The penalties for companies and their affiliates are different. There may be situations in which the concerns of the Company and an affiliate accused of insider trading diverge. This contrasts with most litigation, in which a company typically reinforces and supports the actions of its directors, officers and affiliates. Consequently, a person affiliated with the Company who trades on material, nonpublic information should not expect the Company to protect his or her interests.
Some Guidelines
Covered Persons and the immediate families, personal households and affiliates of such Covered Persons to whom this Policy applies should consider these general rules when presented with a situation that raises concerns regarding insider trading:
Presume information is “material.” Information should be considered material if it would be considered important by investors making decisions whether to purchase, sell or hold the securities of the company in question. Stated another way, information should be considered material if it would alter the total mix of information available to the public. Either positive or negative information may be material.
Examples of material information include, but are not limited to:
•earnings or revenue projections or results;
•distributions or changes in distribution policies;
•an acquisition or merger proposal;
•the execution or proposed execution of a significant development, construction or other contract, lease, or purchase or loan agreement;
•new business ventures, partnerships or agreements, or a change in existing ventures, partnerships or agreements;
•a default or anticipated default under debt instruments or important contracts;
•significant regulatory developments;
•new business information relating to changes in management, impending bankruptcy or financial problems; and
•the gain or loss of a substantial customer.
Presume information is “nonpublic.” Information should be treated as nonpublic unless a reasonable period of time has passed, usually two business days, since it has been distributed by means likely to result in a general public awareness of the information - for example, by publication of the information in a daily newspaper or a newswire service. Accordingly, if a public announcement or press release of material, nonpublic information is made or issued before commencement of trading on, for example, a Monday, trading would not be permitted until the following Wednesday. Likewise, if an announcement is made after the close of trading on, for example, a Friday, trading would not be permitted until the following Wednesday.

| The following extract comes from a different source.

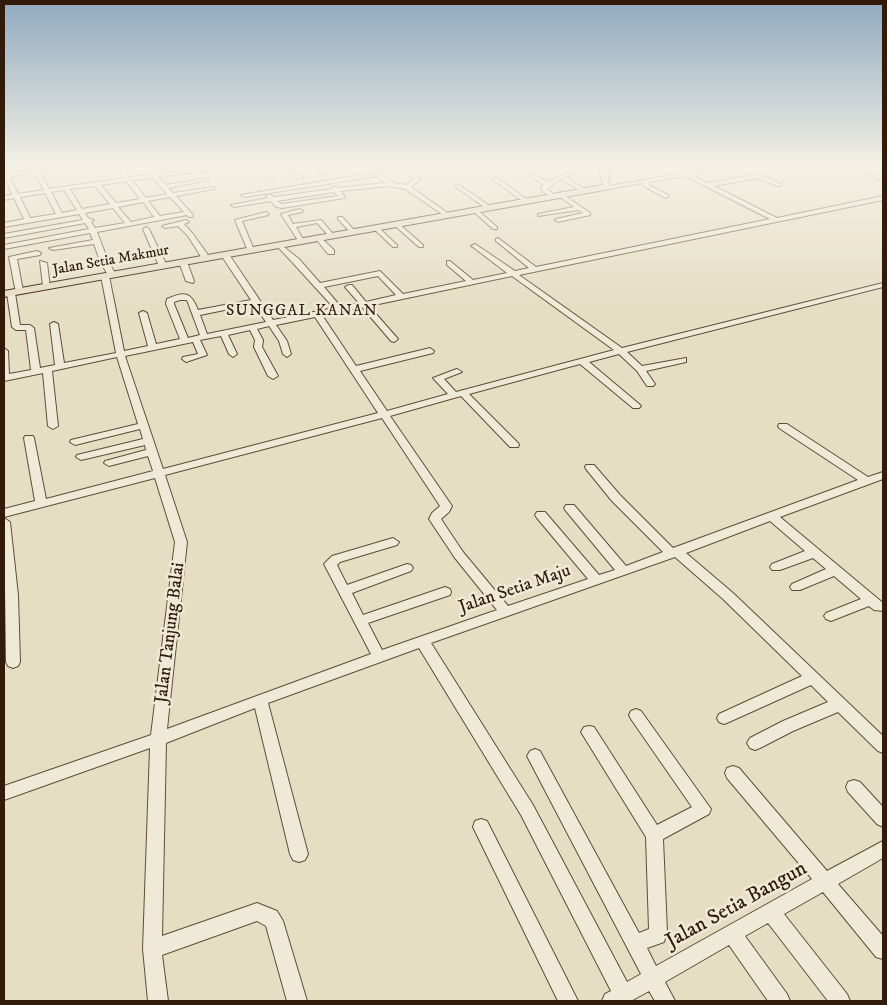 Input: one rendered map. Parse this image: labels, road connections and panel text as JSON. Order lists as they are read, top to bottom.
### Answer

Trading By Covered Persons
At the end of every quarter, the Company will announce financial information about its performance. That information may be better or worse than people who trade in the Company’s shares expect. Due to the potential impact of the release of financial information at the end of each quarter on the price of the Company’s shares, it is important to avoid any appearance of impropriety that might result if affiliates of the Company trade the Company’s shares near the end of a quarter. Therefore, the Company has instituted what it refers to as the “Black-Out Period” for Covered Persons who may have access to this information in the course of their duties. Even if the Company is not in a Black-Out Period, no Covered Person may buy or sell the Company’s securities or Derivative Securities if in possession of material, nonpublic information about the Company. Please see the attached discussion of Black-Out Periods and Trading Windows to determine if you are subject to these trading restrictions.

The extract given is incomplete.